Missing out-of-the-box security/sandboxing, the time it takes to deploy and (cold) startup time.
With Scriptable, you don't need to worry about any of that. And there’s nothing for you to provision or maintain apart from saving the user-provided scripts in your database.
https://apps.apple.com/us/app/scriptable/id1405459188
I use this to schedule notifications, create widgets (e.g. to show AQI from PurpleAir), and do quick text processing automation.
https://developer.atlassian.com/platform/forge/
You’re totally right.
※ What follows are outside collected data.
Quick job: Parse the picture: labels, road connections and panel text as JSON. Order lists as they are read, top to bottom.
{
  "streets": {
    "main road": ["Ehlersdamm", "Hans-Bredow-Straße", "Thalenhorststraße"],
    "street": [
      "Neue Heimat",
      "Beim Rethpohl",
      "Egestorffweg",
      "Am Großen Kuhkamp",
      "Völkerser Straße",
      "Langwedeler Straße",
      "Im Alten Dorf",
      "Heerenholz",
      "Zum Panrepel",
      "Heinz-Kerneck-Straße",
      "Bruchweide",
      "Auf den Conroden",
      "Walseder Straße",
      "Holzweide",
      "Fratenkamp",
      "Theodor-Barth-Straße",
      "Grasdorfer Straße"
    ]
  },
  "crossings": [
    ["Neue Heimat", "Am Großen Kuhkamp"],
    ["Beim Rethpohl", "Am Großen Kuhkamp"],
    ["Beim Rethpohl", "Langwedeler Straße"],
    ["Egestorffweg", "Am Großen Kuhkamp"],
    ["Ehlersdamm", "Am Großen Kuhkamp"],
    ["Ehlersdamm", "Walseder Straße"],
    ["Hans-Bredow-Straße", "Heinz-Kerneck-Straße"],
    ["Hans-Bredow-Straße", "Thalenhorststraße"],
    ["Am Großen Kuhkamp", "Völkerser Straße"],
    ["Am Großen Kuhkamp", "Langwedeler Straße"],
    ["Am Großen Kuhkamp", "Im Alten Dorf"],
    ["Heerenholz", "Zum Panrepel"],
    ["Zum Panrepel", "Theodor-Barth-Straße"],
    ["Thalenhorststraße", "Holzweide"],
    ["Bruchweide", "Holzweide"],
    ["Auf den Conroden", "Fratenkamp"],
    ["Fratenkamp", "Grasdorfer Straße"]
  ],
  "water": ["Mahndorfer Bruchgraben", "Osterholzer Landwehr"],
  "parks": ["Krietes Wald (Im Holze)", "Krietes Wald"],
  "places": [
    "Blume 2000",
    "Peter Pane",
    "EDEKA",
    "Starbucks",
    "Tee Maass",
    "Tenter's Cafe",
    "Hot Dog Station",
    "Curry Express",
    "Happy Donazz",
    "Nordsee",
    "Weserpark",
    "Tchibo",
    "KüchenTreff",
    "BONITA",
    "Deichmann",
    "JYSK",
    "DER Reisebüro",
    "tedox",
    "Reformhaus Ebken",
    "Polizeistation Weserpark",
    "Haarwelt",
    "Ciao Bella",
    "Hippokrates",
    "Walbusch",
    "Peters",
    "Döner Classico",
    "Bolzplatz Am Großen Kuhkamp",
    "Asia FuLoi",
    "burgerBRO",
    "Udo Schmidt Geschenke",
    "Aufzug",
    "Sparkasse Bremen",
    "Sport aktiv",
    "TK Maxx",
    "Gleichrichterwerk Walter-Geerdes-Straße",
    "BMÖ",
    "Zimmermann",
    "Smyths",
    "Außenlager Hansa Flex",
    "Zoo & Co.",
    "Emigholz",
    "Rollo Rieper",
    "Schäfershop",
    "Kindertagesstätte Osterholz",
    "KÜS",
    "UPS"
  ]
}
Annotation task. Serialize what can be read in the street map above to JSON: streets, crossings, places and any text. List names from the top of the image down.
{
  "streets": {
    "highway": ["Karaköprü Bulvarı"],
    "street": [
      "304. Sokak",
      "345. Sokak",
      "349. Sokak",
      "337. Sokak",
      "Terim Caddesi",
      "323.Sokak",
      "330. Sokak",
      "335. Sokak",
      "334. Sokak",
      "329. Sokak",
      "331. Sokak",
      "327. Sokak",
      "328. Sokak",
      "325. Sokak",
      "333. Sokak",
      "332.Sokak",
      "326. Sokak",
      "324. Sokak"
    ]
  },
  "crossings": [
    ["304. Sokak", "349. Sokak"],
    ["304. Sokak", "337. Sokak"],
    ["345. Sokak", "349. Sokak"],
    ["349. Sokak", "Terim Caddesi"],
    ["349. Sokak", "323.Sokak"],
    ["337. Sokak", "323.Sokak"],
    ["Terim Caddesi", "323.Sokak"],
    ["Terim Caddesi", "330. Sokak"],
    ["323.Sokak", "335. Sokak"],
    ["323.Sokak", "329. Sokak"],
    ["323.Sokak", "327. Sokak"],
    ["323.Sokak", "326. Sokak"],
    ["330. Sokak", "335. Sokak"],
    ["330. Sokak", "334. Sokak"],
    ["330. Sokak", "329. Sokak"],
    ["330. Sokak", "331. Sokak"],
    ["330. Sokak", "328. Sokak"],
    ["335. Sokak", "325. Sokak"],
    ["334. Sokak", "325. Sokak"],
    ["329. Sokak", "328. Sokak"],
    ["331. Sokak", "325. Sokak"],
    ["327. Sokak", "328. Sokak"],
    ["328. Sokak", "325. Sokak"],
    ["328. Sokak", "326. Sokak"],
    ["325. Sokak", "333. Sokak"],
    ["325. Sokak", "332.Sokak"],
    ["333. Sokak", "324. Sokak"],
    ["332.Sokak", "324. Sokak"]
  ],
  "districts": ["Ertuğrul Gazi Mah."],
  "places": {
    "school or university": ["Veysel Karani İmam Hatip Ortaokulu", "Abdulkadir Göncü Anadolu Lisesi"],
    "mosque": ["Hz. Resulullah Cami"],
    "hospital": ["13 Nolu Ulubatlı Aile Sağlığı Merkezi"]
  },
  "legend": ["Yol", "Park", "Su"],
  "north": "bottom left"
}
This is pretty much “Forge as a Service” for others to use in their products as well :) In fact, we propably wouldn’t have build it (again) if we could have used Forge. I’m glad we did though, as it suits us actually much better, e.g. by being completely deployless.
I really wish the devs of this new shiny the best with their endeavours ... but that wound still smarts!
Something that would let people write out basic automation workflows to respond to events, similar to what Zapier or Salesforce offers to its users.
There are, of course, halting problem-style issues. I _think_ you could paper over some of that at the description level. But really you want the right kind of hooks into the actual system. A scripting tool that is just "oh but you just hit the API" is way less nice than bespoke components for your own system.
And with event systems you have the usual event propogation issues of accidentally causing a massive fan-out of events from some action and causing your sysetm to fall over.
But this is really something that someone could write out as a component for other systems and make a lot of business SaaS's automation floors way better.
You really do want to offer _something_ to users, though. The users that can write Javascript... well, Zapier lets you write Javascript. Hell, Google Cloud Platform lets you write Javascript in little script blobs, complete with Google Docs-level concurrency. This is a bit weak compared to that.
The idea being that any SaaS app could basically bolt it in and then add trigger events that match to their apps business events/entities and allow user to extend the core business logic with their own "Scripts".
Raised eyebrows is an understatement
The issue: when I choose "yearly" subscription, the page still shows price per month. So you're about to charge me every month? Despite I chosen to pay yearly. And where's the "2 months free" if I end up paying monthly??
Your starter pack costs:
$79/m (in "yearly" subscription) - so $79*12 = $948
(or $79*10 ??? because of the "2 months free")
$99/m - so $99*12 = $1188
$1188 - $948 = $240 - so it's actually more than "2 months free".
It's super confusing and I leave immediately no matter how badly I just wanted to buy it.